◆ **TASK TO CARRY OUT**
Omitting the pictures, restate all of the entries below exactly.

(Collected data)
········
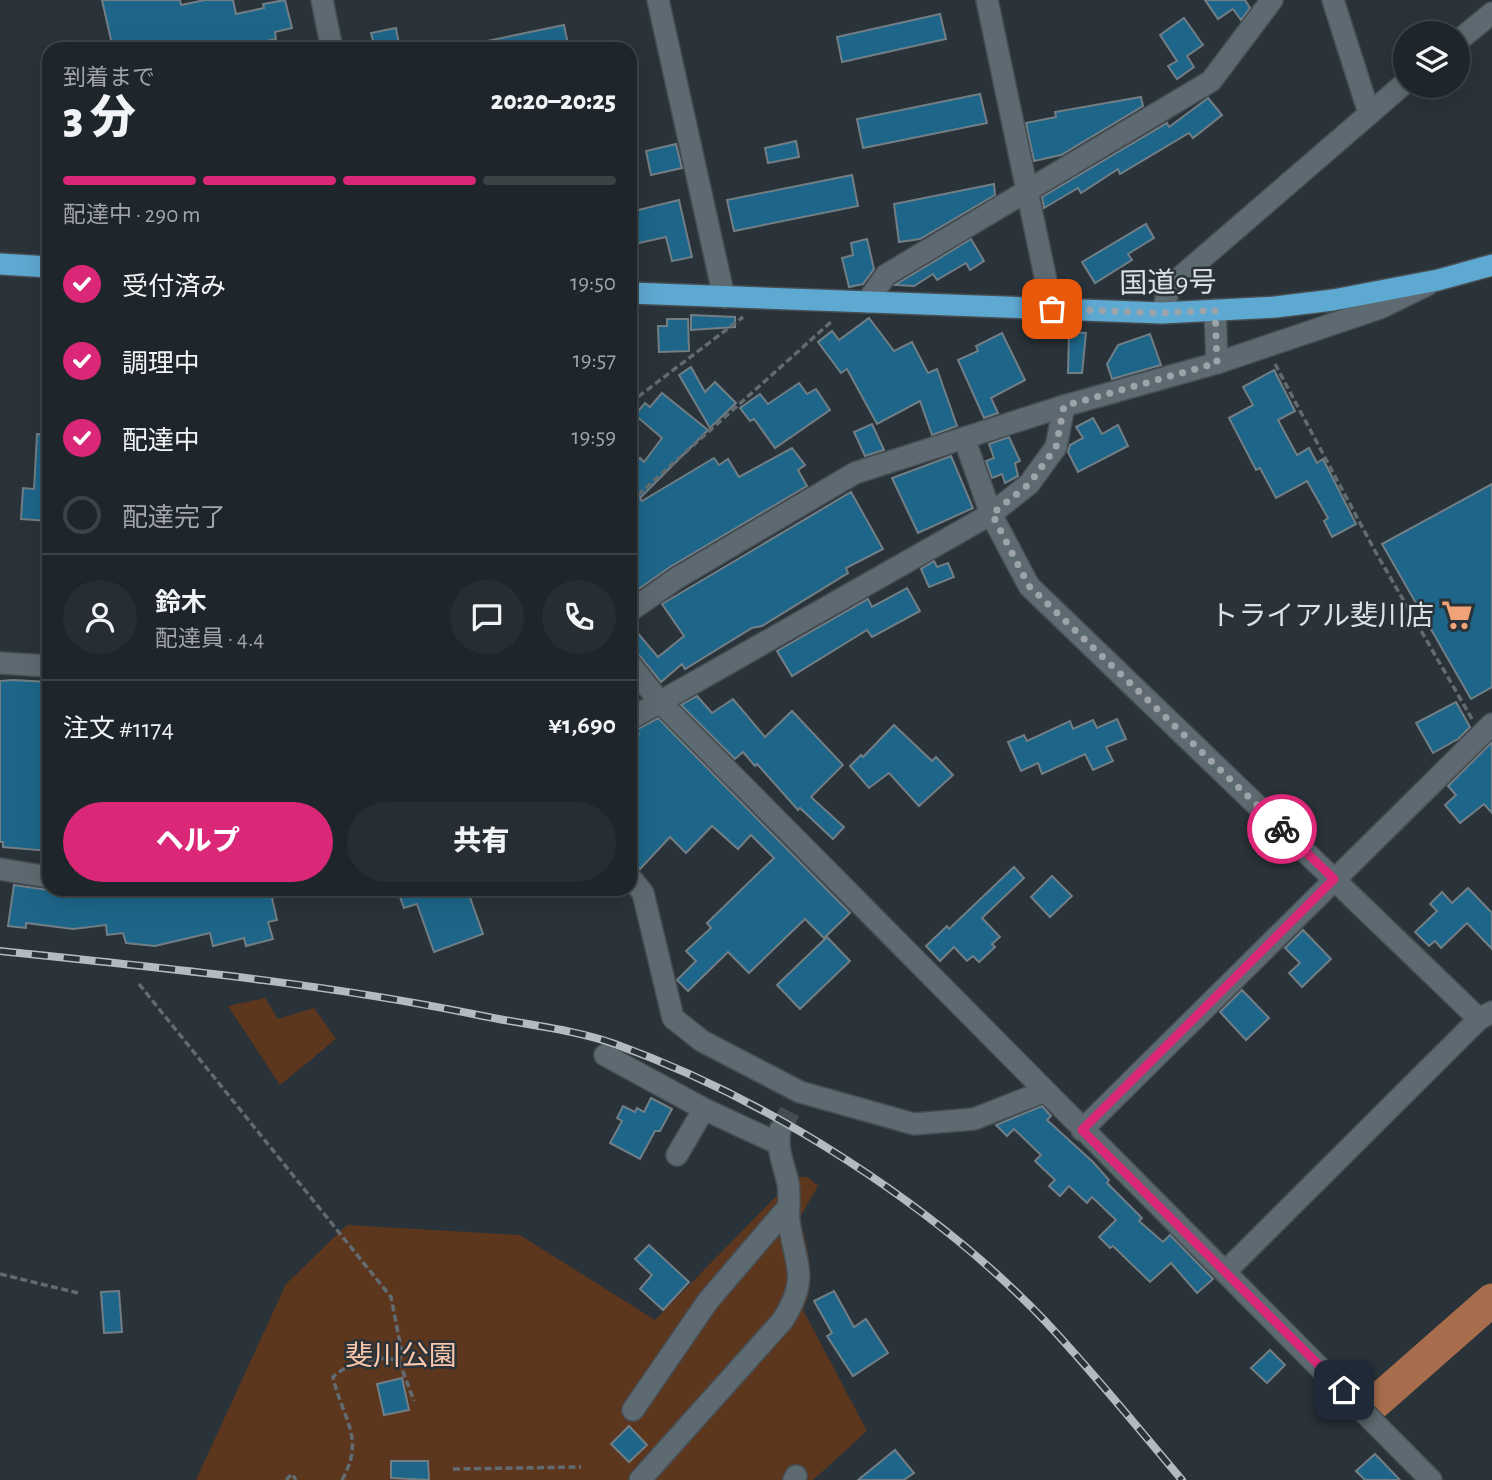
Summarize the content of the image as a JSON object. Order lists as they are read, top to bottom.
{
  "streets": {
    "highway": ["国道9号"]
  },
  "parks": ["斐川公園"],
  "places": {
    "supermarket": ["トライアル斐川店"]
  },
  "page": {
    "heading": ["3 分", "到着まで", "20:20–20:25"],
    "panel": [
      "鈴木",
      "配達員 · 4.4",
      "注文 #1174",
      "¥1,690"
    ],
    "bar": "配達中 · 290 m",
    "list": [
      ["受付済み", "19:50"],
      ["調理中", "19:57"],
      ["配達中", "19:59"],
      "配達完了"
    ],
    "buttons": ["ヘルプ", "共有"]
  }
}
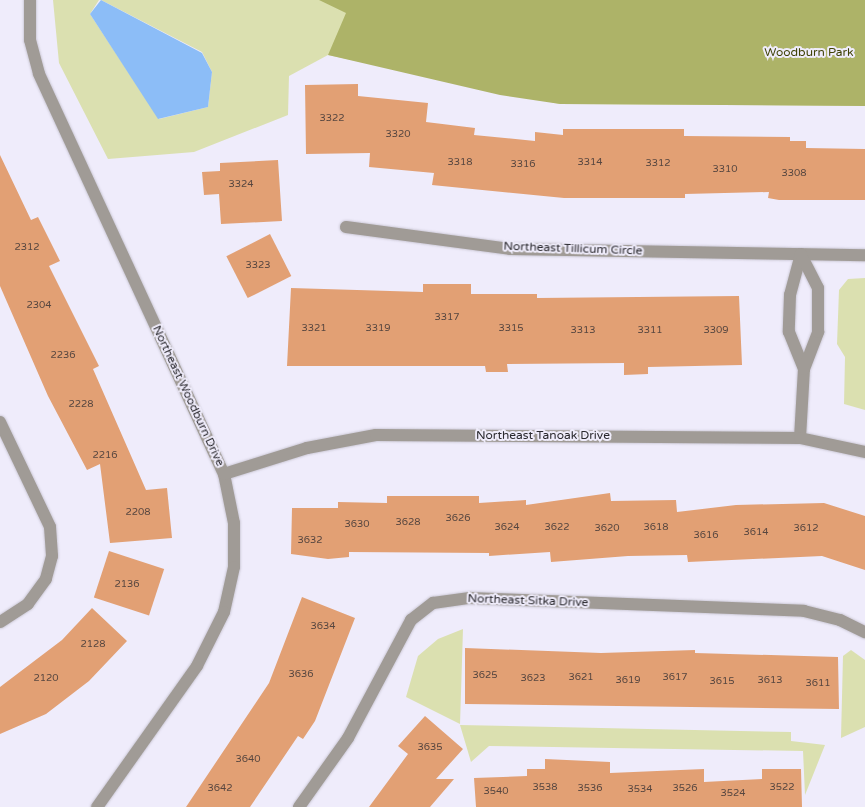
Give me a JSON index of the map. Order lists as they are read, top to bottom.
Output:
{
  "streets": {
    "street": [
      "Northeast Tillicum Circle",
      "Northeast Woodburn Drive",
      "Northeast Tanoak Drive",
      "Northeast Sitka Drive"
    ]
  },
  "crossings": [
    ["Northeast Woodburn Drive", "Northeast Tanoak Drive"]
  ],
  "parks": ["Woodburn Park"],
  "house_numbers": [
    "3322",
    "3320",
    "3318",
    "3314",
    "3312",
    "3316",
    "3310",
    "3308",
    "3324",
    "2312",
    "3323",
    "2304",
    "3317",
    "3321",
    "3319",
    "3315",
    "3313",
    "3311",
    "3309",
    "2236",
    "2228",
    "2216",
    "2208",
    "3626",
    "3628",
    "3630",
    "3624",
    "3622",
    "3618",
    "3620",
    "3612",
    "3614",
    "3616",
    "3632",
    "2136",
    "3634",
    "2128",
    "3636",
    "3625",
    "3621",
    "3617",
    "2120",
    "3623",
    "3619",
    "3613",
    "3615",
    "3611",
    "3635",
    "3640",
    "3538",
    "3522",
    "3642",
    "3536",
    "3526",
    "3534",
    "3540",
    "3524"
  ]
}
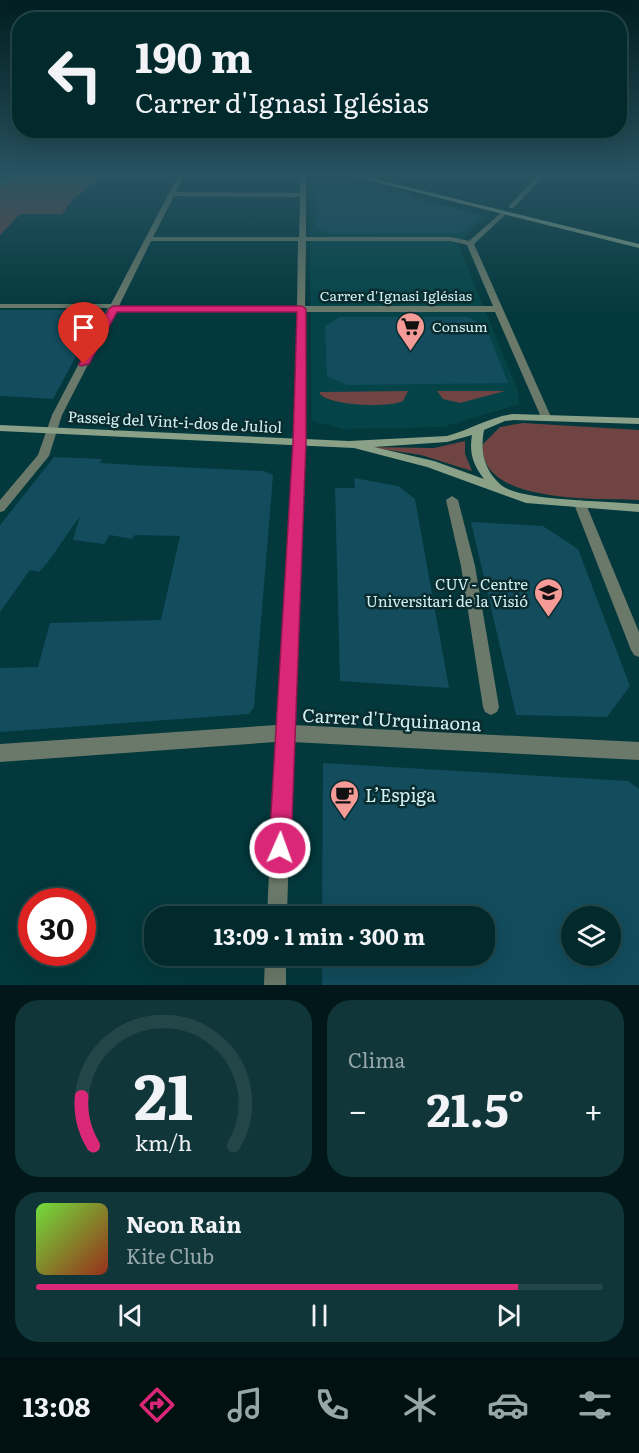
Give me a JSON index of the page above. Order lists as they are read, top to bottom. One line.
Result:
{"streets":{"street":["Carrer d'Ignasi Iglésias","Passeig del Vint-i-dos de Juliol","Carrer d'Urquinaona"]},"places":{"supermarket":["Consum"],"school or university":["CUV - Centre Universitari de la Visió"],"cafe":["L’Espiga"]},"page":{"turn":["190 m","Carrer d'Ignasi Iglésias"],"limit":"30","trip":"13:09 · 1 min · 300 m","tile":"Clima","heat":["−","21.5°","+"],"song":["Neon Rain","Kite Club"],"tabs":"13:08","gauge":["21","km/h"]}}
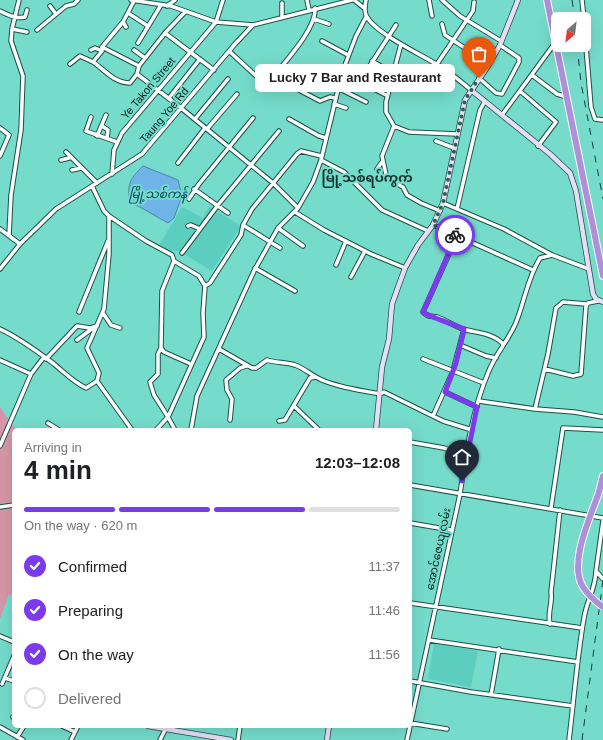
········
◆ **SOLUTION FOR THIS EXERCISE**
Summarize the content of the image as a JSON object. Order lists as they are read, top to bottom.
{
  "streets": {
    "highway": ["国道9号"]
  },
  "parks": ["斐川公園"],
  "places": {
    "supermarket": ["トライアル斐川店"]
  },
  "page": {
    "heading": ["3 分", "到着まで", "20:20–20:25"],
    "panel": [
      "鈴木",
      "配達員 · 4.4",
      "注文 #1174",
      "¥1,690"
    ],
    "bar": "配達中 · 290 m",
    "list": [
      ["受付済み", "19:50"],
      ["調理中", "19:57"],
      ["配達中", "19:59"],
      "配達完了"
    ],
    "buttons": ["ヘルプ", "共有"]
  }
}
Give me a JSON index of the map. Order lists as they are read, top to bottom.
Output:
{
  "streets": {
    "street": [
      "Northeast Tillicum Circle",
      "Northeast Woodburn Drive",
      "Northeast Tanoak Drive",
      "Northeast Sitka Drive"
    ]
  },
  "crossings": [
    ["Northeast Woodburn Drive", "Northeast Tanoak Drive"]
  ],
  "parks": ["Woodburn Park"],
  "house_numbers": [
    "3322",
    "3320",
    "3318",
    "3314",
    "3312",
    "3316",
    "3310",
    "3308",
    "3324",
    "2312",
    "3323",
    "2304",
    "3317",
    "3321",
    "3319",
    "3315",
    "3313",
    "3311",
    "3309",
    "2236",
    "2228",
    "2216",
    "2208",
    "3626",
    "3628",
    "3630",
    "3624",
    "3622",
    "3618",
    "3620",
    "3612",
    "3614",
    "3616",
    "3632",
    "2136",
    "3634",
    "2128",
    "3636",
    "3625",
    "3621",
    "3617",
    "2120",
    "3623",
    "3619",
    "3613",
    "3615",
    "3611",
    "3635",
    "3640",
    "3538",
    "3522",
    "3642",
    "3536",
    "3526",
    "3534",
    "3540",
    "3524"
  ]
}
Give me a JSON index of the page above. Order lists as they are read, top to bottom. One line.
Result:
{"streets":{"street":["Carrer d'Ignasi Iglésias","Passeig del Vint-i-dos de Juliol","Carrer d'Urquinaona"]},"places":{"supermarket":["Consum"],"school or university":["CUV - Centre Universitari de la Visió"],"cafe":["L’Espiga"]},"page":{"turn":["190 m","Carrer d'Ignasi Iglésias"],"limit":"30","trip":"13:09 · 1 min · 300 m","tile":"Clima","heat":["−","21.5°","+"],"song":["Neon Rain","Kite Club"],"tabs":"13:08","gauge":["21","km/h"]}}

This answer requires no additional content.